3. An appeal was then filed against that decision of Magistrate Singomat to allow into evidence the items that were objected to, by the Appellant. The Appeal was registered as CR App 13 of 2015.
4. On 16 February 2016, the appeal came before this Court for hearing.
Mr. Michael Kingston who is also the Appellant in that Appeal sought the following orders:
(1) The ruling of the District Court of the 11th May 2015 on the voir dire be
quashed.
(2) The evidence of the Prosecution and exhibits objected to in the voir dire
be ruled to have been obtained in breach of the Defendant’s rights under
the Constitution and the law and be ruled to be inadmissible.
(3) The matter be remitted to the District Court for continuation of the trial
in accordance with the orders of this Court.
(4) Any other orders the Court deems fit.
5. Mr. Waine who appeared for the Respondent in that Appeal (who is also the respondent in this appeal), in submission consented to the orders sought in the Appeal.
6. Based on that and the submission by Mr. Tabuchi, lawyer for the appellant, this Court on the same date, upheld the appeal and made the following orders:
(1) The Appeal is allowed.
(2) The Ruling of the District Court of 11th May 2015 on the voir dire is
quashed.
(3) The evidence of the Prosecution and exhibits objected to in the voir
dire were obtained in breach of the Defendant’s (Appellant) rights
under the Constitution, and are therefore inadmissible.

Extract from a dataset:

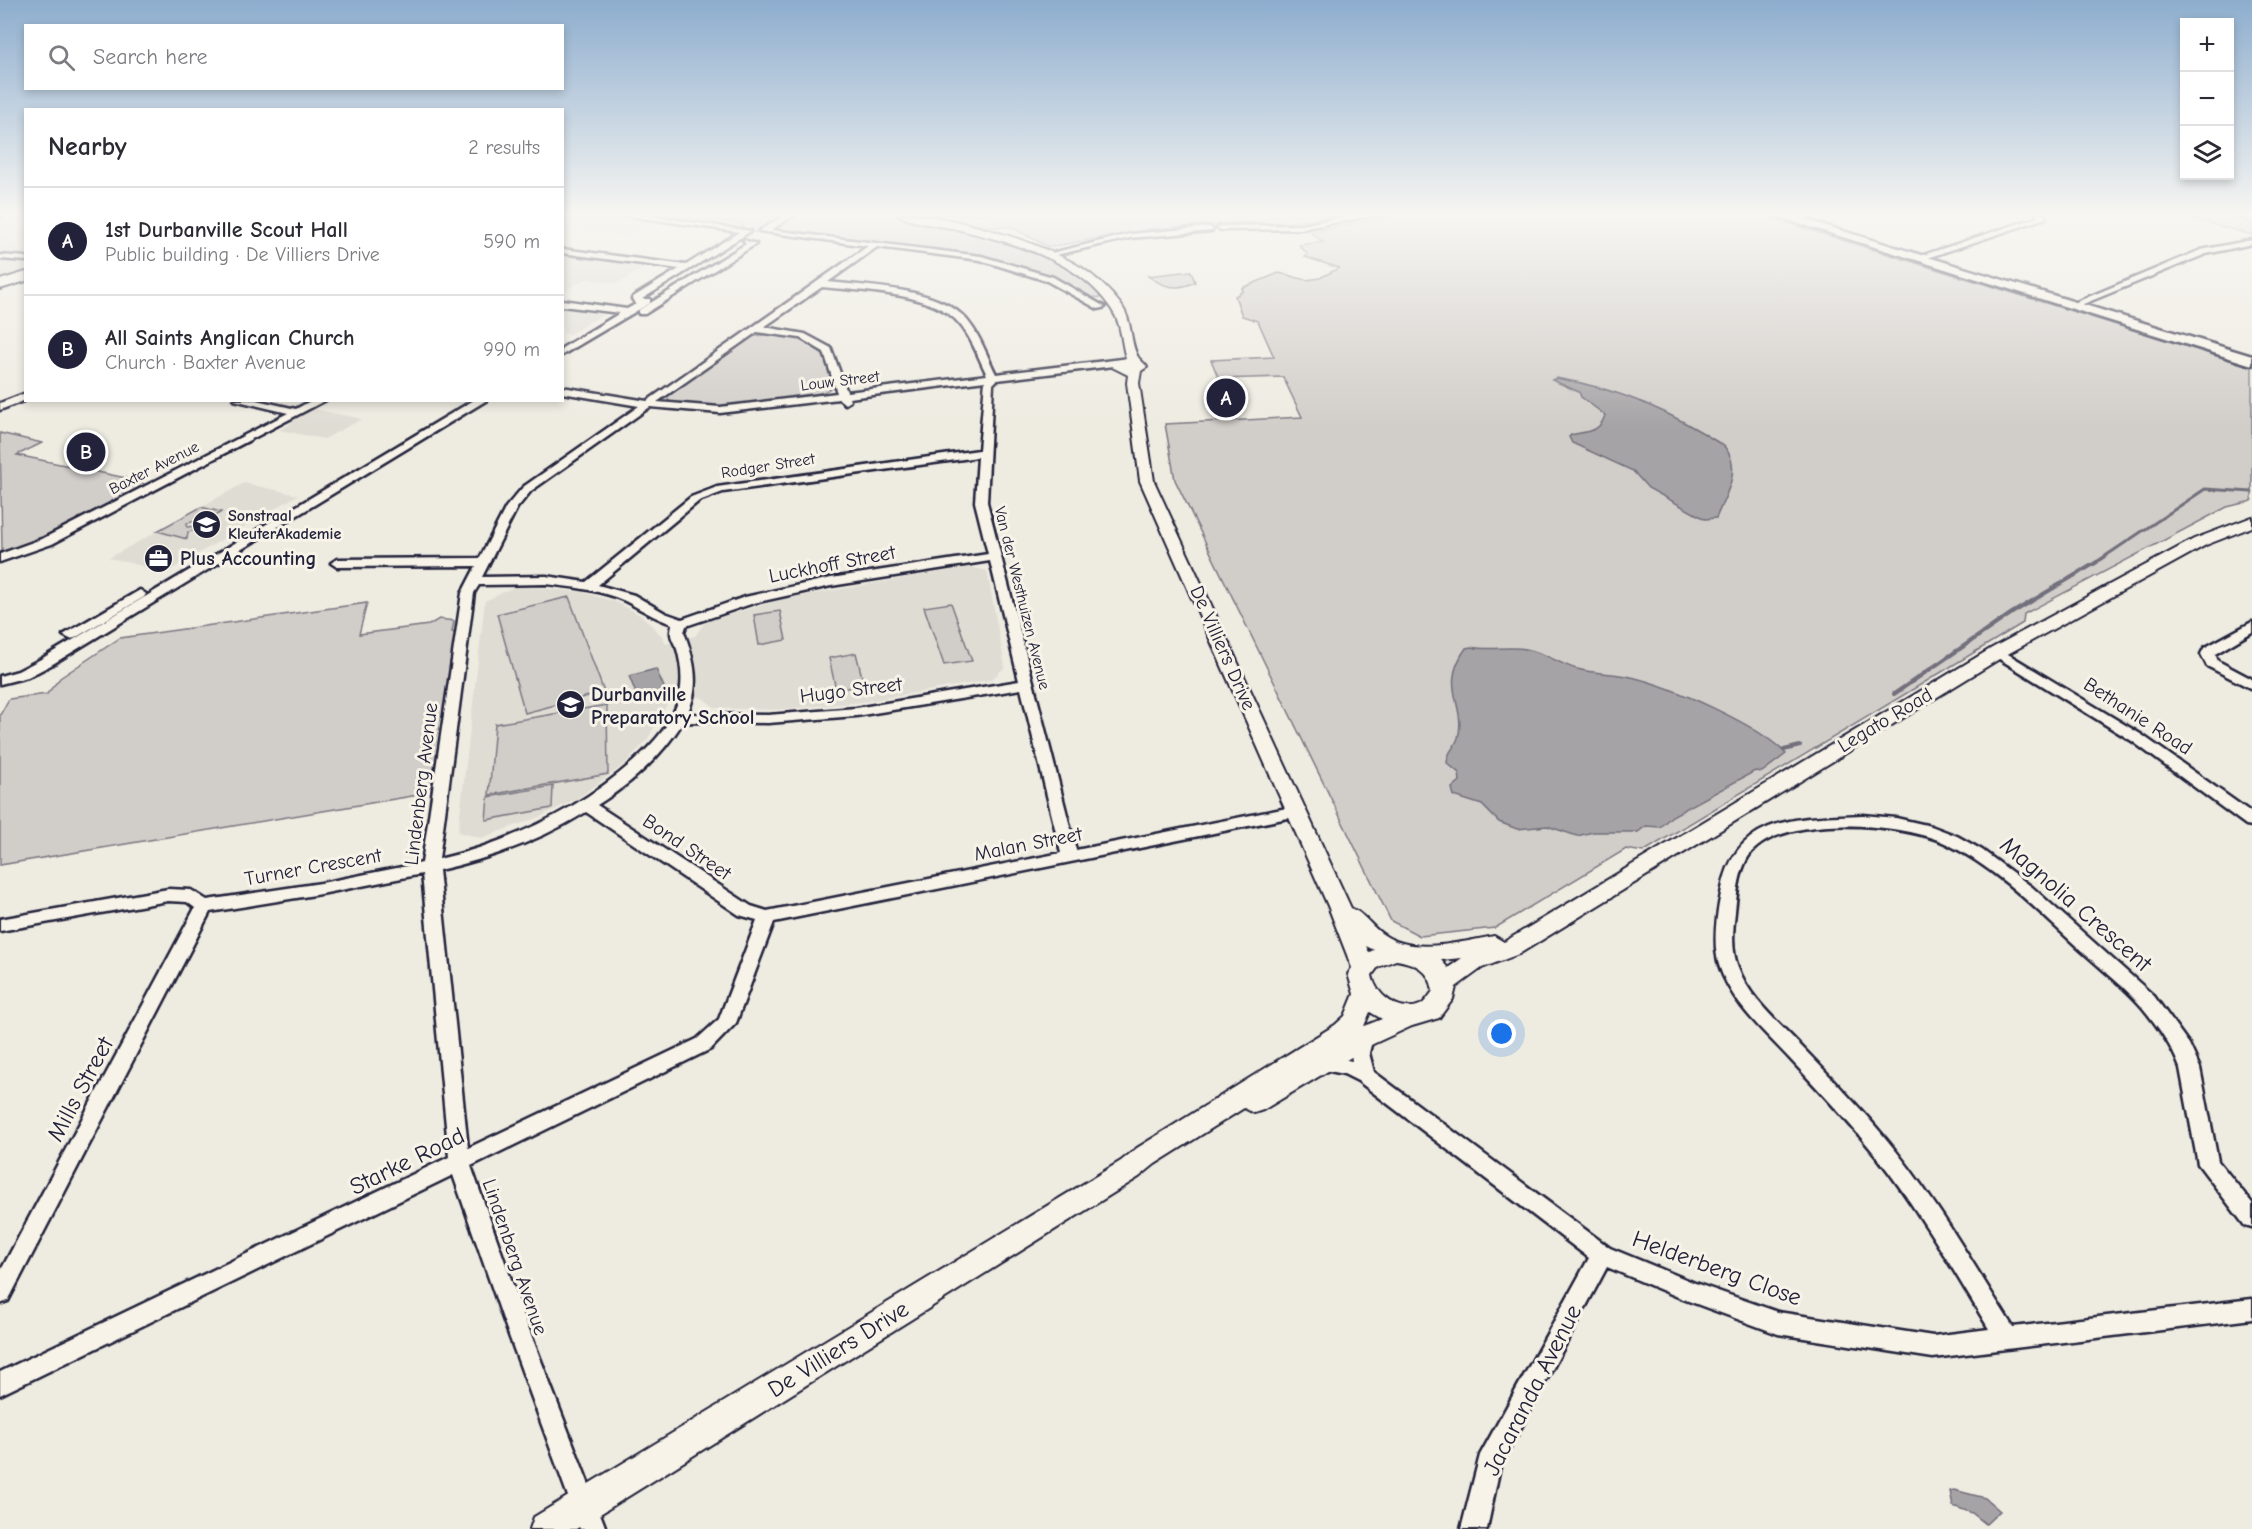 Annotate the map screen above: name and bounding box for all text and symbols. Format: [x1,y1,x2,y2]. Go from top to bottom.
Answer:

(4) The matter is remitted to the District Court for continuation of the
trial in accordance with the Orders of this Court.
(5) The costs of and incidental to this appeal are to be paid by the
Respondent.
(6) Time for entry of this Order is abridged to the time for settlement by
the Assistant Registrar which shall take place forthwith.
7. On 29 April 2016, following the decision by this Court, the
Appellant filed a Notice of Motion in the original District Court proceeding CR 2239 of 2013 to dismiss the Complaint against the
Appellant on the basis that the proceedings were now an abuse of process in light of this Court’s decision.
8. That motion was made returnable on 12 May 2016. However, on that day when parties appeared, the motion was adjourned to and fixed for hearing as a special fixture on 6 June 2016 at 9 am. The lawyer representing the Respondent was fully aware of the special fixture. However on 6 June 2016, no one appeared for the Respondent and so after being satisfied that the Respondent was not in the Court or within the vicinity of the court, Magistrate Singomat proceeded to hear the Appellant’s Notice of Motion.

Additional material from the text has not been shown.